(1) Find the possible number of roots for the equation $|x + 1| + |x + 2| + |x + 3| = a$, where $x \in R$ and $a$ is parameter. (2) Let $\{ a_1, a_2, \ldots, a_n \}$ be an arithmetic progression, $n \in \mathbb{N}$, and satisfy the condition \[ \sum^{n}_{i=1}|a_i| = \sum^{n}_{i=1}|a_{i} + 1| = \sum^{n}_{i=1}|a_{i} - 2| = 507. \] Find the maximum value of $n$.
Problem
Source: CSEMO 2005-7
Tags: arithmetic sequence, algebra unsolved, algebra
21.07.2005 16:26
this question definitely had our team involved in a mathematical debate. nobody knew who was right. Alaban, our teammate told us there were no roots. Some answered 4, that's me and Jako... so need help here...
24.07.2005 12:46
For (1), draw the graph of $|x + 1| + |x + 2| + |x + 3| = y$, we find that there can be 0,1 or 2 roots.
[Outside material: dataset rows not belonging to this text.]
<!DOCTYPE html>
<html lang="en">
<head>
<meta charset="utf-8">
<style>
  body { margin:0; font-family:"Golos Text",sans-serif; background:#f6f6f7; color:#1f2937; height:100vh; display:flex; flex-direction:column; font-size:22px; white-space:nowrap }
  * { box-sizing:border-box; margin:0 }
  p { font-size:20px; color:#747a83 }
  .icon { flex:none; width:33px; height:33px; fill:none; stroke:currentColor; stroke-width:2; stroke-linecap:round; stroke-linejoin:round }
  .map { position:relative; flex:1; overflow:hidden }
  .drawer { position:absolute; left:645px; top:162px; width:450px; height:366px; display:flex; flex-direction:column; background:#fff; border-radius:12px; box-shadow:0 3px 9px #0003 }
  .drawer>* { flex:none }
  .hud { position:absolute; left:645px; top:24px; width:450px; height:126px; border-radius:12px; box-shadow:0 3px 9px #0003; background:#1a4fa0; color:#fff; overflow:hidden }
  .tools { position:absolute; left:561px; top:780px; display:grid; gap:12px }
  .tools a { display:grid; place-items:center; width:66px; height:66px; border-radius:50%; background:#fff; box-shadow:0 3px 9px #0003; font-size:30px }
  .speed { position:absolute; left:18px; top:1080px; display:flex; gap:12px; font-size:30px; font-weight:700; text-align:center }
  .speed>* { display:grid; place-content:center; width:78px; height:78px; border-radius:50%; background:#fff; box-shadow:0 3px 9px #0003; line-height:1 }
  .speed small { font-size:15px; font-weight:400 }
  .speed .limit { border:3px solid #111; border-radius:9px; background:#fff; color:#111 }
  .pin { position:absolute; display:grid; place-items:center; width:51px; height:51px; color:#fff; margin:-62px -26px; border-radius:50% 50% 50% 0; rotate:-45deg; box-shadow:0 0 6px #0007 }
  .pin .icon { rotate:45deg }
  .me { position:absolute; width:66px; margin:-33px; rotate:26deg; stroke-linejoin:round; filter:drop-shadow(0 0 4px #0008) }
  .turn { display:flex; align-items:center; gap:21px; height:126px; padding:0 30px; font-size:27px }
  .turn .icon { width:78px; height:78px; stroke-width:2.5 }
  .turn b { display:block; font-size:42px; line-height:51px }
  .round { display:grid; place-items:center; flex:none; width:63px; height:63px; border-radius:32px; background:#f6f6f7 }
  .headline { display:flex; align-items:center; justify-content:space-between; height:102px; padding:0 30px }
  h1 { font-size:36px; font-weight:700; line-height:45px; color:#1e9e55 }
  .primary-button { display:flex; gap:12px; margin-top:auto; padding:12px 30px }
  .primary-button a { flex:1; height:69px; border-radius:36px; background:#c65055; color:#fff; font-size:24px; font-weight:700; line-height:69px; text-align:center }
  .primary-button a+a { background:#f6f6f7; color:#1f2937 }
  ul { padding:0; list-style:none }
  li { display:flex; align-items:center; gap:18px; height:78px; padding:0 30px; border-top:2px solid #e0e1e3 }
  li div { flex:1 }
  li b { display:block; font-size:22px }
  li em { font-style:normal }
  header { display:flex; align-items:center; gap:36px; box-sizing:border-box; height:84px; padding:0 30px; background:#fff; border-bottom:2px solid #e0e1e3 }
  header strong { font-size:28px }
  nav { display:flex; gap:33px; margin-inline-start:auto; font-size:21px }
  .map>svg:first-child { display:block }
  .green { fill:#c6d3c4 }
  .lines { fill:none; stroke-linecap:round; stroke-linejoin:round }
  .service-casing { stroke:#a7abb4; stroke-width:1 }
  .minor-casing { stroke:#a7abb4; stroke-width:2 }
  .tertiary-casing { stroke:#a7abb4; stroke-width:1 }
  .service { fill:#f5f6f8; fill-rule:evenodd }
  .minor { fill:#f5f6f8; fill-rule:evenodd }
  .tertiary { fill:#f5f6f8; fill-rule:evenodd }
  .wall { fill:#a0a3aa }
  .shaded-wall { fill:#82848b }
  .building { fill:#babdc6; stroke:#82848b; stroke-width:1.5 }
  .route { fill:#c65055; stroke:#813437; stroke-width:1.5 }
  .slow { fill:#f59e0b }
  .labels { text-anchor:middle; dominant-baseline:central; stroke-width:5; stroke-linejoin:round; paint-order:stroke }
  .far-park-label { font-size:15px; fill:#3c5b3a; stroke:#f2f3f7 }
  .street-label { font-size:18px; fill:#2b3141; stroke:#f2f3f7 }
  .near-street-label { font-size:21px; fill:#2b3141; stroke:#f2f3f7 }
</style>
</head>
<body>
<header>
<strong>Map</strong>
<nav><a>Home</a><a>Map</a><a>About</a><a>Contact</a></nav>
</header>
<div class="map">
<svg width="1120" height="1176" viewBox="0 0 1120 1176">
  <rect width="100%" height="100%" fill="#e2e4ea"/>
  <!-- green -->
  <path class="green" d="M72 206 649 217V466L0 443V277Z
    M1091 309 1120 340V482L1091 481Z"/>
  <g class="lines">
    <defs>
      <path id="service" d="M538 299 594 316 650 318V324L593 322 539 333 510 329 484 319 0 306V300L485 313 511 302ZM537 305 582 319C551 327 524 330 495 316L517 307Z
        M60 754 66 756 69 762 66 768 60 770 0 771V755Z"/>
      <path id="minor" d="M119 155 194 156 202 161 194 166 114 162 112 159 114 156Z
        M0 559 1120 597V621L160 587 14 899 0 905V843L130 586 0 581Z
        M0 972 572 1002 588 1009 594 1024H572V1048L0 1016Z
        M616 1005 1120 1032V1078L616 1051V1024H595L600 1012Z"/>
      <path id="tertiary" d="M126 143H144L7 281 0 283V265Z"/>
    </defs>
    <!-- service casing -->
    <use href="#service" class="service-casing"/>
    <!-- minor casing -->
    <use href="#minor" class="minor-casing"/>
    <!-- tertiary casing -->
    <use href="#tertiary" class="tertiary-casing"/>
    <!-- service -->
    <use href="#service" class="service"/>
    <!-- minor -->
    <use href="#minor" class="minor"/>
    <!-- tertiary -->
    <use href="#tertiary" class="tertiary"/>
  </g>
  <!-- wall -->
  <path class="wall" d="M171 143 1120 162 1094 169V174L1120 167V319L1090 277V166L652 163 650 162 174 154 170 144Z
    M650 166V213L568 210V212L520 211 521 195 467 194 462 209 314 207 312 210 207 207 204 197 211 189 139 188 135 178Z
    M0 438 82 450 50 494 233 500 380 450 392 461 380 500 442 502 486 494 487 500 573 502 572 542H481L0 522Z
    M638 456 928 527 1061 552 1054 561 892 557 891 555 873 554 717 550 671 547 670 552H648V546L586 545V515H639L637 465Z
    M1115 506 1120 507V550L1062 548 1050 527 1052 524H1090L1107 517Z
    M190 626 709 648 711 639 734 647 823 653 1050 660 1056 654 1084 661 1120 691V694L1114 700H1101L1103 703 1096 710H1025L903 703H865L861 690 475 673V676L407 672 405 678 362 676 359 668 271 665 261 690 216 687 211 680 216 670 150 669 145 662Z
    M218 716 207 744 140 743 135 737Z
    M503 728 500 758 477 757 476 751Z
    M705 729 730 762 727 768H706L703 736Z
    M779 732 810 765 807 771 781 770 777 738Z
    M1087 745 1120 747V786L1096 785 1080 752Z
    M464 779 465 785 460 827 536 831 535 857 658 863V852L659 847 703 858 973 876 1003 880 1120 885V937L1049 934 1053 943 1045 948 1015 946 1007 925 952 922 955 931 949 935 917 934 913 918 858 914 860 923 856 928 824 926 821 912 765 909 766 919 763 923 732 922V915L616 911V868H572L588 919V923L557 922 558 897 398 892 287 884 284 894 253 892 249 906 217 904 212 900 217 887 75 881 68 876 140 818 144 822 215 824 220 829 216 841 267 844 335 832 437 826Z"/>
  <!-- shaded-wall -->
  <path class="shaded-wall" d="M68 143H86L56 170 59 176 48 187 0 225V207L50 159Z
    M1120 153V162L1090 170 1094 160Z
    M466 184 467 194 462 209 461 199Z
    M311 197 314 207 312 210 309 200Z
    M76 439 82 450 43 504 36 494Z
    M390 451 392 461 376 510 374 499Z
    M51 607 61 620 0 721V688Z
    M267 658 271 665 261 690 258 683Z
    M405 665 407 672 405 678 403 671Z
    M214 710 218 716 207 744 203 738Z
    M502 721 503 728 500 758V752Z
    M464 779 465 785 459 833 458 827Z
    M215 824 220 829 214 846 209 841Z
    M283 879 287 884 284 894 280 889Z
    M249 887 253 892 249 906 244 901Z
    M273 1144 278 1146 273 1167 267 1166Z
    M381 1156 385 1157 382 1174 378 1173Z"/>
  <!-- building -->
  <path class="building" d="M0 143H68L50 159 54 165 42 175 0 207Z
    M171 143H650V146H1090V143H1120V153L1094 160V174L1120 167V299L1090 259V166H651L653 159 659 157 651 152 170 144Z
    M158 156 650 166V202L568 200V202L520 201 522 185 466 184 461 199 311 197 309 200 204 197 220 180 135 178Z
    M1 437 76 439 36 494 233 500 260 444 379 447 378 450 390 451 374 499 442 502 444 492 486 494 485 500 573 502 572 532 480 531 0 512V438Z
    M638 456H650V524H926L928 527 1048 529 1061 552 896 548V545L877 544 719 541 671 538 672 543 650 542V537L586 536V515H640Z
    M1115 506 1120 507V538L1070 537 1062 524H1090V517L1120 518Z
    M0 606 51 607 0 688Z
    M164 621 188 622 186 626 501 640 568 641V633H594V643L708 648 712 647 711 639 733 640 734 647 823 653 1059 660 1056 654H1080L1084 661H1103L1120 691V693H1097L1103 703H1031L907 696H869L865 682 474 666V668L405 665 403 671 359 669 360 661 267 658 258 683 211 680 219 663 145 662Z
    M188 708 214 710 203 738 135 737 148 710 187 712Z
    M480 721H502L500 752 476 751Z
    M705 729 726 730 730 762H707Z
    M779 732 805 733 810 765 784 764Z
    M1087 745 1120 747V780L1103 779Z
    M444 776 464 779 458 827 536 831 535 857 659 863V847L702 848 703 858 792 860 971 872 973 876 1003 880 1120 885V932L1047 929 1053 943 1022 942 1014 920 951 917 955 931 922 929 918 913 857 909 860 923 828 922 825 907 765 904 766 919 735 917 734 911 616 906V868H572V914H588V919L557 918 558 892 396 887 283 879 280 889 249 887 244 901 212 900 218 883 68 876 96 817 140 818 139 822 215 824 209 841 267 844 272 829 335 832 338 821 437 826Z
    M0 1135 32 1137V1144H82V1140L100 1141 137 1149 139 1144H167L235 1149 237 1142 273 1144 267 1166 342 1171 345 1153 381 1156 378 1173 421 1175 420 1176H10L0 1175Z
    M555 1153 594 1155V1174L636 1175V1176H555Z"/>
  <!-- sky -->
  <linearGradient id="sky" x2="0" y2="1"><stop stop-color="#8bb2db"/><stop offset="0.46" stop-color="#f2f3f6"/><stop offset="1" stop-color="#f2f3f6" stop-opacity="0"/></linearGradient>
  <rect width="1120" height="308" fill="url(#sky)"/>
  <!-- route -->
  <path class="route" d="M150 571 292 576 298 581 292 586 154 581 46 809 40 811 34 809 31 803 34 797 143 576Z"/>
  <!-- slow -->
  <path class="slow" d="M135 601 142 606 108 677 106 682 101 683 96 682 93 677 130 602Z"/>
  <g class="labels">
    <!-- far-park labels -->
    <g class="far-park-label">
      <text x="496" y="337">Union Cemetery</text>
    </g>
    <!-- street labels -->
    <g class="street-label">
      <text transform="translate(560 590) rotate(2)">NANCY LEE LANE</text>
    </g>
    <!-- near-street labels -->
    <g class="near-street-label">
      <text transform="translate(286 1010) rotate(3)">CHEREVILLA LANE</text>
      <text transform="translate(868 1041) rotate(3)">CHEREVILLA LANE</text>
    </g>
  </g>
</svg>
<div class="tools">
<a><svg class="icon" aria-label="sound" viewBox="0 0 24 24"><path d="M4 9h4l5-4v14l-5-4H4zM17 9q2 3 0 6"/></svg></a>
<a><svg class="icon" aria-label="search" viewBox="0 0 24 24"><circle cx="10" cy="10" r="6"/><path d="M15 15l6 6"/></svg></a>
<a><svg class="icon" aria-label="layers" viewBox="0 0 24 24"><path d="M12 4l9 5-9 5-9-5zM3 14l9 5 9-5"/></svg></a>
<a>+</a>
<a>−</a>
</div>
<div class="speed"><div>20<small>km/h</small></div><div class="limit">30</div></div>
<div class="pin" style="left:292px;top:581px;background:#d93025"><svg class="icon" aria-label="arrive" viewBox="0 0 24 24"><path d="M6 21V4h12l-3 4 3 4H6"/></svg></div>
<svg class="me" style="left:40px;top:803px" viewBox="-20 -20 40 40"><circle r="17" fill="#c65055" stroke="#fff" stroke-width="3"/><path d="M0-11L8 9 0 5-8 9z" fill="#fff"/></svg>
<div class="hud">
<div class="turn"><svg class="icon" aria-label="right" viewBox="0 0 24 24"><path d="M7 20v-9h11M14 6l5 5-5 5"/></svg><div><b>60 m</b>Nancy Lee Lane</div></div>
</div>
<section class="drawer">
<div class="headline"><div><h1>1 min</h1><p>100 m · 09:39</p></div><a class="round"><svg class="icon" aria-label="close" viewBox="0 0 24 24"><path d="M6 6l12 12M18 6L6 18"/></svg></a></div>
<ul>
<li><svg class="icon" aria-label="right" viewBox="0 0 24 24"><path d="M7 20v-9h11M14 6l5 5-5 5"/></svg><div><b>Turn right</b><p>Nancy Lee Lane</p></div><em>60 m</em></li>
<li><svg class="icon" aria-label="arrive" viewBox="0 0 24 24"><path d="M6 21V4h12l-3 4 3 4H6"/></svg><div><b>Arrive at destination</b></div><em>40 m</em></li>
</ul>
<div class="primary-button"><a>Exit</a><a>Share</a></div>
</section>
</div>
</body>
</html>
For (2), I think case division should work (eg. the difference $d = 0$, $1$ or more than $2$)
24.07.2005 14:14
For (2), $n=26$, right?
24.07.2005 16:20
enescu, you are right!
24.07.2005 20:45
Can someone post the solution to 2?
24.07.2005 21:08
First, observe that if $a_{1}<a_{2}<\ldots<a_{n}$ are real numbers and $f:\mathbb{R}\rightarrow\mathbb{R}$ is defined as \[ f\left( x\right) =\left| x-a_{1}\right| +\left| x-a_{2}\right| +\ldots+\left| x-a_{n}\right| , \] then $f$ is first decreasing, and then increasing. More precisely, if $n$ is odd, say $n=2k+1,$ then $f$ is strictly decreasing on the interval $(-\infty,a_{k}]$ and strictly increasing on $[a_{k},+\infty)$, while if $n$ is even, say $n=2k,$ then $f$ is strictly decreasing on the interval $(-\infty,a_{k}],$ constant on $[a_{k},a_{k+1}]$ and strictly increasing on $[a_{k+1},+\infty).$ Now, let WLOG $a_{1}\leq\ldots\leq a_{n}$ be our arithmetic sequence and $f$ defined as above. We see that $f(0)=f\left( -1\right) =f\left( 2\right)$, hence three values of $f$ are equal. This is possible only if $n$ is even (say $n=2k$) and $0,-1,2\in\lbrack a_{k},a_{k+1}].$ We deduce that the common difference $d$ is at least $3,$ and $a_{k}\leq-1,a_{k+1}\geq2.$ A short computation shows that in this case \[ 507=\sum\left| a_{i}\right| \geq3k^{2}, \] hence $k\leq13,$ that is, $n\leq26.$ Equality is obtained when $a_{1}=-37,a_{2}=-34,\ldots,a_{26}=38.$